#### [Work order]
Pictures stay out; everything else in the records is to be copied exactly.

#### [Supplied information]

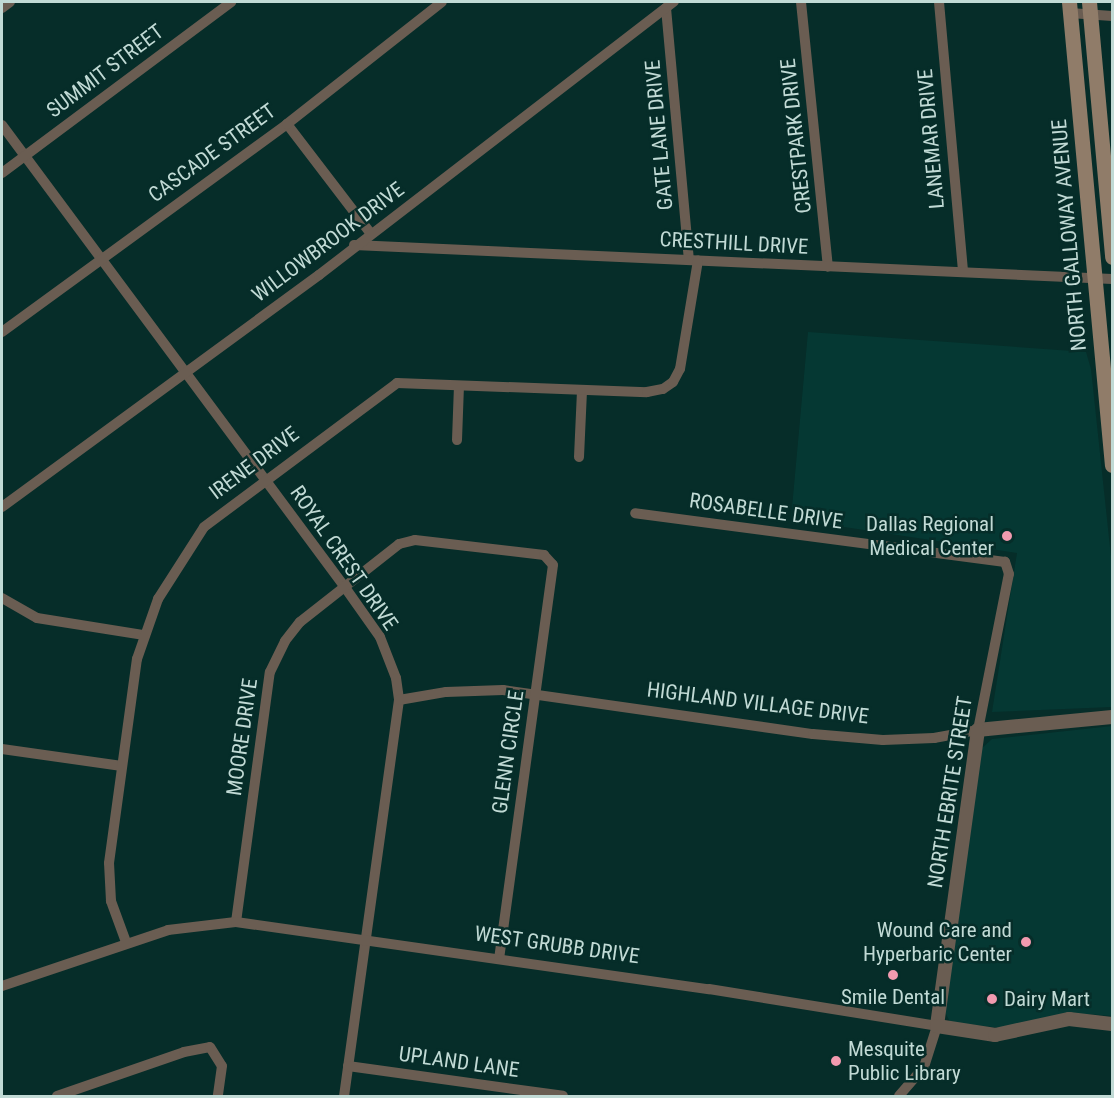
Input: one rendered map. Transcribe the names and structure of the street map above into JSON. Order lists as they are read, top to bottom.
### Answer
{
  "streets": {
    "main road": ["NORTH GALLOWAY AVENUE"],
    "street": [
      "SUMMIT STREET",
      "GATE LANE DRIVE",
      "CRESTPARK DRIVE",
      "LANEMAR DRIVE",
      "CASCADE STREET",
      "WILLOWBROOK DRIVE",
      "CRESTHILL DRIVE",
      "IRENE DRIVE",
      "ROSABELLE DRIVE",
      "ROYAL CREST DRIVE",
      "HIGHLAND VILLAGE DRIVE",
      "MOORE DRIVE",
      "GLENN CIRCLE",
      "NORTH EBRITE STREET",
      "WEST GRUBB DRIVE",
      "UPLAND LANE"
    ]
  },
  "crossings": [
    ["SUMMIT STREET", "ROYAL CREST DRIVE"],
    ["GATE LANE DRIVE", "WILLOWBROOK DRIVE"],
    ["GATE LANE DRIVE", "CRESTHILL DRIVE"],
    ["GATE LANE DRIVE", "IRENE DRIVE"],
    ["CRESTPARK DRIVE", "CRESTHILL DRIVE"],
    ["LANEMAR DRIVE", "CRESTHILL DRIVE"],
    ["CASCADE STREET", "ROYAL CREST DRIVE"],
    ["NORTH GALLOWAY AVENUE", "CRESTHILL DRIVE"],
    ["WILLOWBROOK DRIVE", "CRESTHILL DRIVE"],
    ["WILLOWBROOK DRIVE", "ROYAL CREST DRIVE"],
    ["IRENE DRIVE", "ROYAL CREST DRIVE"],
    ["IRENE DRIVE", "WEST GRUBB DRIVE"],
    ["ROSABELLE DRIVE", "NORTH EBRITE STREET"],
    ["ROYAL CREST DRIVE", "HIGHLAND VILLAGE DRIVE"],
    ["ROYAL CREST DRIVE", "MOORE DRIVE"],
    ["ROYAL CREST DRIVE", "WEST GRUBB DRIVE"],
    ["ROYAL CREST DRIVE", "UPLAND LANE"],
    ["HIGHLAND VILLAGE DRIVE", "GLENN CIRCLE"],
    ["HIGHLAND VILLAGE DRIVE", "NORTH EBRITE STREET"],
    ["MOORE DRIVE", "GLENN CIRCLE"],
    ["MOORE DRIVE", "WEST GRUBB DRIVE"],
    ["GLENN CIRCLE", "WEST GRUBB DRIVE"],
    ["NORTH EBRITE STREET", "WEST GRUBB DRIVE"]
  ],
  "places": [
    "Dallas Regional Medical Center",
    "Wound Care and Hyperbaric Center",
    "Smile Dental",
    "Dairy Mart",
    "Mesquite Public Library"
  ]
}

#### [Answer to this problem]
Input: one rendered map. Transcribe the names and structure of the street map above into JSON. Order lists as they are read, top to bottom.
### Answer
{
  "streets": {
    "main road": ["NORTH GALLOWAY AVENUE"],
    "street": [
      "SUMMIT STREET",
      "GATE LANE DRIVE",
      "CRESTPARK DRIVE",
      "LANEMAR DRIVE",
      "CASCADE STREET",
      "WILLOWBROOK DRIVE",
      "CRESTHILL DRIVE",
      "IRENE DRIVE",
      "ROSABELLE DRIVE",
      "ROYAL CREST DRIVE",
      "HIGHLAND VILLAGE DRIVE",
      "MOORE DRIVE",
      "GLENN CIRCLE",
      "NORTH EBRITE STREET",
      "WEST GRUBB DRIVE",
      "UPLAND LANE"
    ]
  },
  "crossings": [
    ["SUMMIT STREET", "ROYAL CREST DRIVE"],
    ["GATE LANE DRIVE", "WILLOWBROOK DRIVE"],
    ["GATE LANE DRIVE", "CRESTHILL DRIVE"],
    ["GATE LANE DRIVE", "IRENE DRIVE"],
    ["CRESTPARK DRIVE", "CRESTHILL DRIVE"],
    ["LANEMAR DRIVE", "CRESTHILL DRIVE"],
    ["CASCADE STREET", "ROYAL CREST DRIVE"],
    ["NORTH GALLOWAY AVENUE", "CRESTHILL DRIVE"],
    ["WILLOWBROOK DRIVE", "CRESTHILL DRIVE"],
    ["WILLOWBROOK DRIVE", "ROYAL CREST DRIVE"],
    ["IRENE DRIVE", "ROYAL CREST DRIVE"],
    ["IRENE DRIVE", "WEST GRUBB DRIVE"],
    ["ROSABELLE DRIVE", "NORTH EBRITE STREET"],
    ["ROYAL CREST DRIVE", "HIGHLAND VILLAGE DRIVE"],
    ["ROYAL CREST DRIVE", "MOORE DRIVE"],
    ["ROYAL CREST DRIVE", "WEST GRUBB DRIVE"],
    ["ROYAL CREST DRIVE", "UPLAND LANE"],
    ["HIGHLAND VILLAGE DRIVE", "GLENN CIRCLE"],
    ["HIGHLAND VILLAGE DRIVE", "NORTH EBRITE STREET"],
    ["MOORE DRIVE", "GLENN CIRCLE"],
    ["MOORE DRIVE", "WEST GRUBB DRIVE"],
    ["GLENN CIRCLE", "WEST GRUBB DRIVE"],
    ["NORTH EBRITE STREET", "WEST GRUBB DRIVE"]
  ],
  "places": [
    "Dallas Regional Medical Center",
    "Wound Care and Hyperbaric Center",
    "Smile Dental",
    "Dairy Mart",
    "Mesquite Public Library"
  ]
}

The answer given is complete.